**Exercise goal**
Below are entries; count each line that holds the word "stream" and report the number without any other words.

[Collected data]
· · · · · · ·

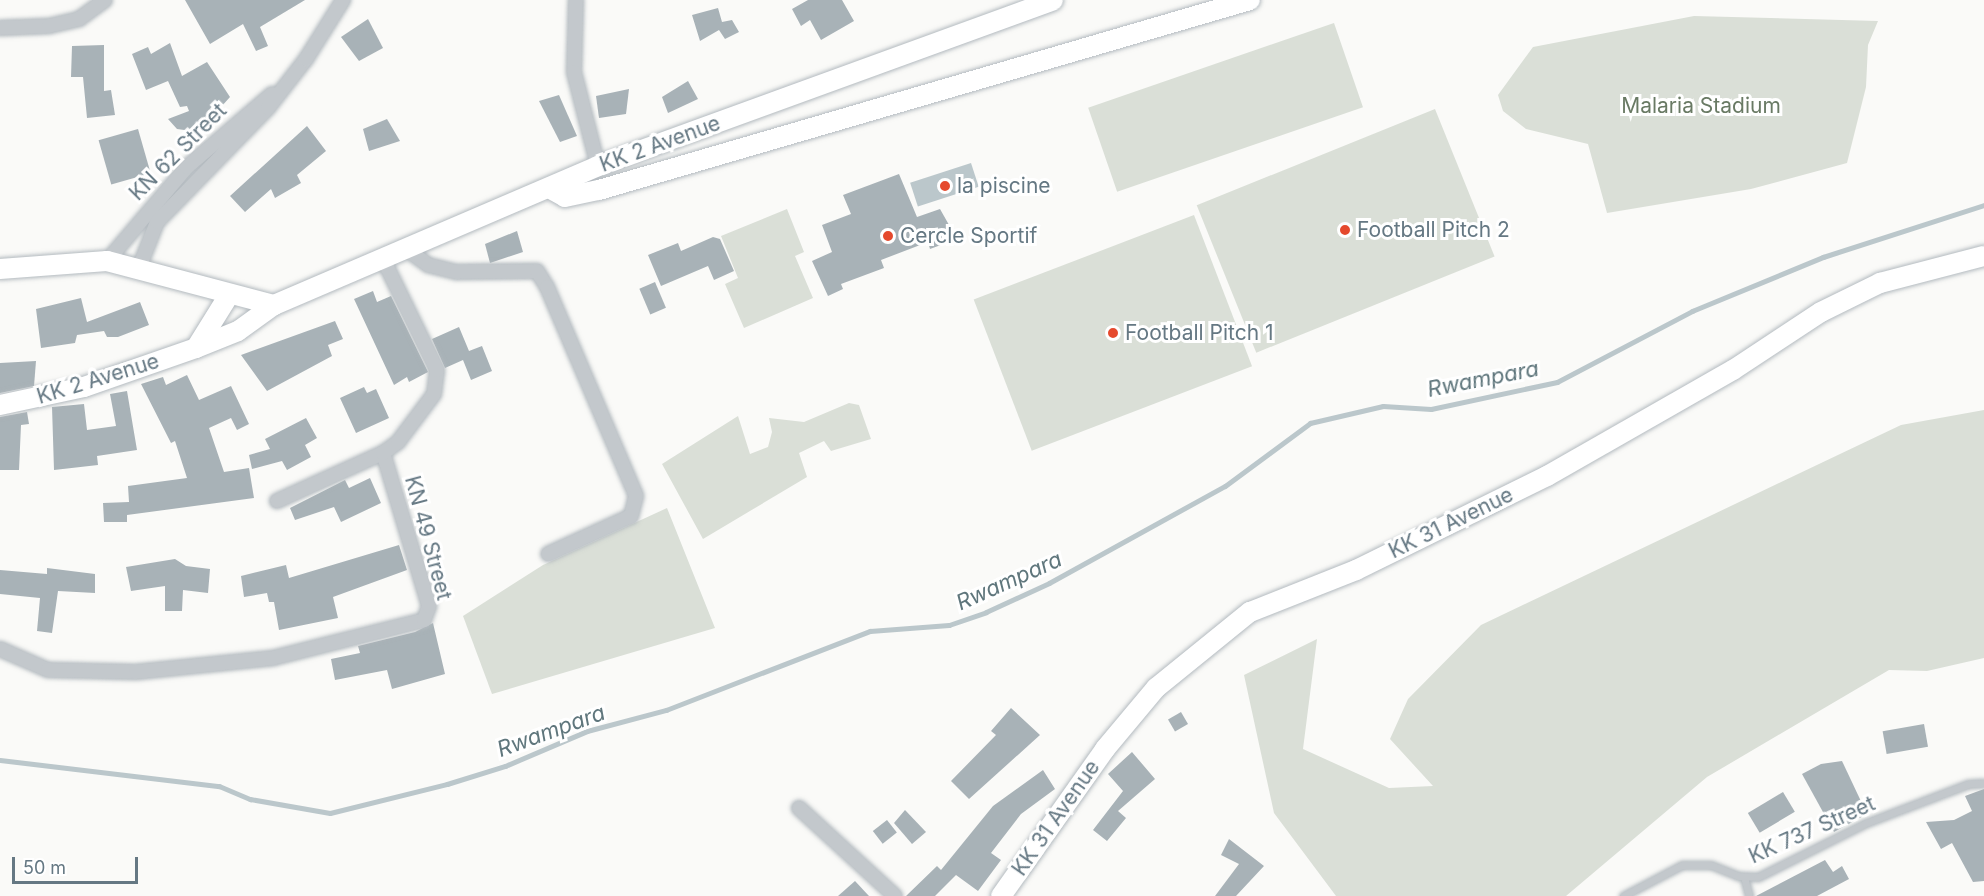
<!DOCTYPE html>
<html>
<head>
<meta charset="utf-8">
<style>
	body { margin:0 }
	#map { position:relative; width:1984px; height:896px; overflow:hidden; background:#fafaf8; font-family:Inter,sans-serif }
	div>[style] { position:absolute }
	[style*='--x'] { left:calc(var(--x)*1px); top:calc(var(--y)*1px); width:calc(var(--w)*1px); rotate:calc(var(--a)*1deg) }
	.green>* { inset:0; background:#dadfd7; transform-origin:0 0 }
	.water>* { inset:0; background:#bbc7cb; transform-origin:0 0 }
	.stream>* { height:5px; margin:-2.5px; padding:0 2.5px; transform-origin:2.5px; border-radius:2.5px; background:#bbc7cb }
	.building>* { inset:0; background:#a8b2b7; transform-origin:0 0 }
	.roads { filter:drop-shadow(0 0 2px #b3babf) drop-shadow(0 0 2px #b3babf) }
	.lane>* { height:7px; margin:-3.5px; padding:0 3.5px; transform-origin:3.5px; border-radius:3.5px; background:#c3c8cc }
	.street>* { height:14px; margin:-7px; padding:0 7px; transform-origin:7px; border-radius:7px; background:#c3c8cc }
	.secondary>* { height:20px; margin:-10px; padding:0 10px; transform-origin:10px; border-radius:10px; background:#fff }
	.dots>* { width:16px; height:16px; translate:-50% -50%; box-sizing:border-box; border:3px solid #fff; border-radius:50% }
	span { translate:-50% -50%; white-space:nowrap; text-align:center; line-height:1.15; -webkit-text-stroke:6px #fff; paint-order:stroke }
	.park-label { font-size:21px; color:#697a64 }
	.street-label { font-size:21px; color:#657883 }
	.poi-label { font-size:21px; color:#657883 }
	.left { translate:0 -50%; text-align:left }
	.water-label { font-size:22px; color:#5f767c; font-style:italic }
	.scale { position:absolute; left:12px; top:857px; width:126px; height:27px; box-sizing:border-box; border:3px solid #657883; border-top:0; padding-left:8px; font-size:18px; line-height:21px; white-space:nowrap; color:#657883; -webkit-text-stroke:4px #fff; paint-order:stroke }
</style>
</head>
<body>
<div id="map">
	<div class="green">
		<i style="clip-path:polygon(1694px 16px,1878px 21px,1868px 45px,1866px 87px,1847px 163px,1751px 189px,1607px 213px,1588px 144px,1526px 129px,1503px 111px,1498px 95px,1533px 47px)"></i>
		<i style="left:1334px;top:23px;width:89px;height:260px;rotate:71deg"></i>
		<i style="left:1435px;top:109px;width:159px;height:257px;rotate:68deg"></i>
		<i style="clip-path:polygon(787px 209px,804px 252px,795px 256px,813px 298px,744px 328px,725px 284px,738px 278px,721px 236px)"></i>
		<i style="left:1194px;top:215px;width:162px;height:236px;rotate:69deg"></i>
		<i style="clip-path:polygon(849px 403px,859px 405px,871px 439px,831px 451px,824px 441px,799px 453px,807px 477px,703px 539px,662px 464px,738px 416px,750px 454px,768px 447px,772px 432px,769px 418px,804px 422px)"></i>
		<i style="clip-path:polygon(1984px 410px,1984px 658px,1927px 671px,1889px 670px,1707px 777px,1566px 896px,1336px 896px,1274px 813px,1244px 675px,1317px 639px,1303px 749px,1389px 788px,1433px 786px,1390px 739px,1408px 699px,1481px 625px,1901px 425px)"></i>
		<i style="clip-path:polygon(667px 508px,715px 628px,492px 694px,463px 616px,543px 565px)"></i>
	</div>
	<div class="water">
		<i style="left:971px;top:163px;width:25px;height:64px;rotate:72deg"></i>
	</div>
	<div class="stream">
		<i style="--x:0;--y:760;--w:221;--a:6.8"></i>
		<i style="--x:219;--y:786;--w:34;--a:23"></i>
		<i style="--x:250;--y:799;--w:81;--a:9.9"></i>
		<i style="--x:330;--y:813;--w:121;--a:-13.9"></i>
		<i style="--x:447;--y:784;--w:61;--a:-17.2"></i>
		<i style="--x:505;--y:766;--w:89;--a:-23.1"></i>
		<i style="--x:587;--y:731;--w:82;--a:-14.9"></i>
		<i style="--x:666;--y:710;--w:219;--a:-21.2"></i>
		<i style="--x:870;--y:631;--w:79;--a:-4.3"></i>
		<i style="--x:949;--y:625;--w:39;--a:-19"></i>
		<i style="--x:986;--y:612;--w:69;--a:-24.7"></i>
		<i style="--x:1049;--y:583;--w:201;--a:-28.9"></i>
		<i style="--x:1225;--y:486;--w:106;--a:-36.5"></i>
		<i style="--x:1310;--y:423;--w:75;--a:-13.1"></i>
		<i style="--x:1383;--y:406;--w:48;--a:3.6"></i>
		<i style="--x:1431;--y:409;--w:129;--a:-12.1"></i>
		<i style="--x:1557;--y:382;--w:153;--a:-27.7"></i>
		<i style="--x:1692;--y:311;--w:142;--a:-22.4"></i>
		<i style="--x:1823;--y:257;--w:169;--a:-17.9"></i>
	</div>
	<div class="building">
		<i style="clip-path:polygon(185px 0,305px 0,260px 27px,268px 46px,256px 51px,243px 24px,210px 44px)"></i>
		<i style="clip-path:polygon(808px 0,842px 0,854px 21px,821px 40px,810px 20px,801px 26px,792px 9px)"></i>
		<i style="clip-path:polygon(718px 8px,722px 22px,732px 20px,739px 32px,725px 39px,719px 30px,700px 41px,692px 15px)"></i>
		<i style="clip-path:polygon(368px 19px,383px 48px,359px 61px,341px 37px)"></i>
		<i style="clip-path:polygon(170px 43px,182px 76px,207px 62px,230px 97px,221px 107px,216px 101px,199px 132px,177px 129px,168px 119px,189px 111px,187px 106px,180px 107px,168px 81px,146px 90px,132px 54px,148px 47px,151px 54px)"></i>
		<i style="clip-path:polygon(104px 45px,104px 91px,111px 90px,115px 115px,87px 118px,83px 77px,71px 77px,72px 46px)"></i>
		<i style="clip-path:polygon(688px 81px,698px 99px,668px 113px,662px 97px)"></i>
		<i style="clip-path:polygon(629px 89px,626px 114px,599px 118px,596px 96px)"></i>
		<i style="clip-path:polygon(559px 95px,577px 136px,560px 142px,539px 101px)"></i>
		<i style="clip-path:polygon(387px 119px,400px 141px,369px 151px,363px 129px)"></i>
		<i style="clip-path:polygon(307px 126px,326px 151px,297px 175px,301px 183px,275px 198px,271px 189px,245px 212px,230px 196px)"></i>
		<i style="left:138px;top:129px;width:46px;height:41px;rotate:74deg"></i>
		<i style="clip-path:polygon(899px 174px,917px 217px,940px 209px,957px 239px,930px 249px,928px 242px,881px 260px,884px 268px,841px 284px,843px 289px,828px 296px,812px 261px,832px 252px,822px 225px,851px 214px,843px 195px)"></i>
		<i style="clip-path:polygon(517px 231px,523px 252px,490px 263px,485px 244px)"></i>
		<i style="clip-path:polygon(713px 237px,720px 239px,734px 271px,714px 280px,708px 266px,661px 286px,648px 255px,678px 243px,681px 251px)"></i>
		<i style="left:655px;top:282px;width:28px;height:17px;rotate:67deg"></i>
		<i style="clip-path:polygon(373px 291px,377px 302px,391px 296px,428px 372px,409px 382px,407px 377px,394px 385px,354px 299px)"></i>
		<i style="clip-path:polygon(81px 298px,87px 322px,140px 302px,149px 325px,118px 337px,107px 337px,104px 331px,77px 335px,75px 343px,41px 348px,36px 309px)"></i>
		<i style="clip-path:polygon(335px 321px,343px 339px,328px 345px,332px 356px,267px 391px,241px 355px)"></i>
		<i style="clip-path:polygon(459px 327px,469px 351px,482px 346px,492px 371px,471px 380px,463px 360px,445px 368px,432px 339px)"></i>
		<i style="clip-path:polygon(36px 361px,34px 386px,0 393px,0 363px)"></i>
		<i style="clip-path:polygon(187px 375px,199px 400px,231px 386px,249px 424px,237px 430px,231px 418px,209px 428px,224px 472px,249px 468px,254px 498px,127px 515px,127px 522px,104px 522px,103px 503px,129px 502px,128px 486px,187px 478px,175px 441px,171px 443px,141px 384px,163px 377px,166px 385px)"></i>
		<i style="clip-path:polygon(364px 387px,367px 393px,376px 389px,389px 418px,356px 433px,340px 398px)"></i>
		<i style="clip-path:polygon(127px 391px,137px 450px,97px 456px,98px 465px,54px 470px,52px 407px,84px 404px,87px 430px,116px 426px,110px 394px)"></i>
		<i style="clip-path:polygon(27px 412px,29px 424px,21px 425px,19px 470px,0 470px,0 417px)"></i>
		<i style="clip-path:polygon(306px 418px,317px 438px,305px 445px,311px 457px,287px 470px,282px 461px,252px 469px,249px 455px,270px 449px,265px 439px)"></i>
		<i style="clip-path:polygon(370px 478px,381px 503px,341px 522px,334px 507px,295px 520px,290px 508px,345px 480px,349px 488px)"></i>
		<i style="clip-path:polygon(399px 545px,407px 570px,333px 597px,338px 618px,279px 630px,274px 602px,269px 602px,267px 593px,244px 597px,241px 576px,286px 565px,289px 578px)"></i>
		<i style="clip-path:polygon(175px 559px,186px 566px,210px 569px,208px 593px,183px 590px,182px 611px,165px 611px,165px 586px,131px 591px,126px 567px)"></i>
		<i style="clip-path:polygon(47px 568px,95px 574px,95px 593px,58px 591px,52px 633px,37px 631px,40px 598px,0 594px,0 570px,47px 574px)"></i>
		<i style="clip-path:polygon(433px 623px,445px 674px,392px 689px,387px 670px,335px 680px,331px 659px,360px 653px,358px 646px,415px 632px)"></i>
		<i style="clip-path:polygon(1011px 708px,1040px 735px,969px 799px,951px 781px,996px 735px,991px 731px)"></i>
		<i style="left:1181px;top:712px;width:14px;height:15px;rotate:60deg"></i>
		<i style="left:1924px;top:724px;width:23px;height:42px;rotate:80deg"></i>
		<i style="clip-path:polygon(1132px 752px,1155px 779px,1118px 811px,1126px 818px,1107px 841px,1093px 830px,1123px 791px,1108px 774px)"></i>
		<i style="clip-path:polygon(1842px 761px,1867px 814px,1834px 832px,1802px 774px,1821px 764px)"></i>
		<i style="clip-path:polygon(1043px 770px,1055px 789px,1021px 814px,991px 853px,1001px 860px,978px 891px,956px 875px,935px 896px,906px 896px,937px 866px,941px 870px,993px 806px)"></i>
		<i style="clip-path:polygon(1984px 789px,1984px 881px,1973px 882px,1952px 843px,1941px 849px,1926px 822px,1954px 820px,1972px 811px,1965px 796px)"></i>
		<i style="left:1783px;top:792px;width:23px;height:41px;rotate:59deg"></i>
		<i style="clip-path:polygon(905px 810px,926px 832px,912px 844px,894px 823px)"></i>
		<i style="left:887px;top:820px;width:16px;height:18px;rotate:52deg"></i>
		<i style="clip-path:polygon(1229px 839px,1264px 866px,1236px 896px,1215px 896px,1239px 864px,1221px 855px)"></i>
		<i style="clip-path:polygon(1825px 860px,1833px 872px,1842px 866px,1849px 879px,1817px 896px,1756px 896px)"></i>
		<i style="clip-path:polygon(855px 881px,869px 896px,838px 896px)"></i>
	</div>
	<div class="roads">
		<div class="lane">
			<i style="--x:1744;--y:877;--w:20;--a:75"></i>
			<i style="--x:1623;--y:896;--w:67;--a:-27.7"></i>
			<i style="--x:1682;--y:865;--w:29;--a:0"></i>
			<i style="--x:1711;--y:865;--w:29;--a:22"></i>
			<i style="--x:1738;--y:876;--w:20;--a:3"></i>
			<i style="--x:1758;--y:877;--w:121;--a:-26.6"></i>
			<i style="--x:1866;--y:823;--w:109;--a:-20.9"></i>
			<i style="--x:1968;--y:784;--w:16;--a:-4"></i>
		</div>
		<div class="street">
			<i style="--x:576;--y:0;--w:72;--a:91.6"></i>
			<i style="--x:574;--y:72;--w:97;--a:75.7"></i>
			<i style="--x:0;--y:28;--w:49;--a:-2.3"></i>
			<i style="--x:49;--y:26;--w:31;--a:-13"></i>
			<i style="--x:79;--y:19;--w:32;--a:-36"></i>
			<i style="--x:409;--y:251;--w:24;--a:36"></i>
			<i style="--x:428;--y:265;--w:30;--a:14"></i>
			<i style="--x:457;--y:272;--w:80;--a:-0.7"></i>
			<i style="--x:537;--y:271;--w:19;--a:58"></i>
			<i style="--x:547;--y:287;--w:227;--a:66.9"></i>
			<i style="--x:636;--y:496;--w:21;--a:104"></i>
			<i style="--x:631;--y:516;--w:91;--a:155.4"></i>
			<i style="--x:107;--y:261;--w:123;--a:-49.6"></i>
			<i style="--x:187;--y:167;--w:112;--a:-40.7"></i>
			<i style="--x:139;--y:268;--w:49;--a:-68.6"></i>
			<i style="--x:157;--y:222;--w:159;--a:-45.8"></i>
			<i style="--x:268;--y:108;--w:62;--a:-52.2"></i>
			<i style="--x:306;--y:59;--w:70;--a:-57.9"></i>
			<i style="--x:277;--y:501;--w:116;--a:-24.4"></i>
			<i style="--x:0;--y:649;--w:52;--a:23.6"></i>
			<i style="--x:48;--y:670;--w:88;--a:1.3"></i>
			<i style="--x:136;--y:672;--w:138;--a:-5.8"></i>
			<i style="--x:273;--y:658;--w:156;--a:-14.1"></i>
			<i style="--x:424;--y:620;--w:15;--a:-70"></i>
			<i style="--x:429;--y:606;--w:160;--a:-106.7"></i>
			<i style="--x:383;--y:453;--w:19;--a:-36"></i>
			<i style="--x:398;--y:442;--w:60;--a:-53.1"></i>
			<i style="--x:434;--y:394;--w:24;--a:-83"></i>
			<i style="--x:437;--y:370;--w:121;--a:-115.9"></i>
			<i style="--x:799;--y:808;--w:130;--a:42.5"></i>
		</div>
		<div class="secondary">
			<i style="--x:549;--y:188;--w:18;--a:29"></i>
			<i style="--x:565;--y:197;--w:35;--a:-12"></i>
			<i style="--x:599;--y:190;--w:678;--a:-16.27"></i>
			<i style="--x:0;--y:269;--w:107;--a:-4.3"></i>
			<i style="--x:107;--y:261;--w:173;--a:14.8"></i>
			<i style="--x:274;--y:305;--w:353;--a:-23.2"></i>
			<i style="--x:598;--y:166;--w:484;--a:-20"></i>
			<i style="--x:196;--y:348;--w:62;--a:-58.1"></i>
			<i style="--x:0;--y:405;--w:86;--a:-12.1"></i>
			<i style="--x:84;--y:387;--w:119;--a:-19.2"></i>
			<i style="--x:196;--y:348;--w:45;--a:-22"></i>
			<i style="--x:238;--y:331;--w:44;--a:-35.8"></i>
			<i style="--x:1001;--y:896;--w:180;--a:-54.7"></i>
			<i style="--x:1105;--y:749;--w:80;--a:-50.1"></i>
			<i style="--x:1156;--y:688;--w:121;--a:-39"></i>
			<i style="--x:1250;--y:612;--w:114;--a:-21.6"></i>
			<i style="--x:1356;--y:570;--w:213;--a:-26.2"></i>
			<i style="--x:1547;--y:476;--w:214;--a:-29.7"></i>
			<i style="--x:1733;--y:370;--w:105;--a:-33.4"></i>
			<i style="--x:1821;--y:312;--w:66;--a:-26.2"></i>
			<i style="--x:1880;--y:283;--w:107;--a:-14.6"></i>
		</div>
	</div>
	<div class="dots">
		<i style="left:945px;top:186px;background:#e5492d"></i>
		<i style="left:1345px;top:230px;background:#e5492d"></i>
		<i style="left:888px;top:236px;background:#e5492d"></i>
		<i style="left:1113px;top:333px;background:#e5492d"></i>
	</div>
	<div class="park-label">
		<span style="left:1701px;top:106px">Malaria Stadium</span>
	</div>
	<div class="street-label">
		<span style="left:660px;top:144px;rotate:-20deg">KK 2 Avenue</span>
		<span style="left:178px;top:152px;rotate:-45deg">KN 62 Street</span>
		<span style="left:98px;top:379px;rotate:-17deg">KK 2 Avenue</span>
		<span style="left:1451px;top:523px;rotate:-26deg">KK 31 Avenue</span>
		<span style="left:428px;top:538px;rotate:75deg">KN 49 Street</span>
		<span style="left:1056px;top:818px;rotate:-55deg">KK 31 Avenue</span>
		<span style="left:1812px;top:830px;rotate:-24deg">KK 737 Street</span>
	</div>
	<div class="poi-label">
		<span class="left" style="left:957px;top:186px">la piscine</span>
		<span class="left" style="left:1357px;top:230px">Football Pitch 2</span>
		<span class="left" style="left:900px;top:236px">Cercle Sportif</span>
		<span class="left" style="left:1125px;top:333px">Football Pitch 1</span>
	</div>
	<div class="water-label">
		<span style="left:1483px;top:379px;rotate:-11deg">Rwampara</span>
		<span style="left:1009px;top:581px;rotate:-24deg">Rwampara</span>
		<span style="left:551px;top:731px;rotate:-20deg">Rwampara</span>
	</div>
	<div class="scale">50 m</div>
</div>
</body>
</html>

· · · · · · ·

**Response to the task**
2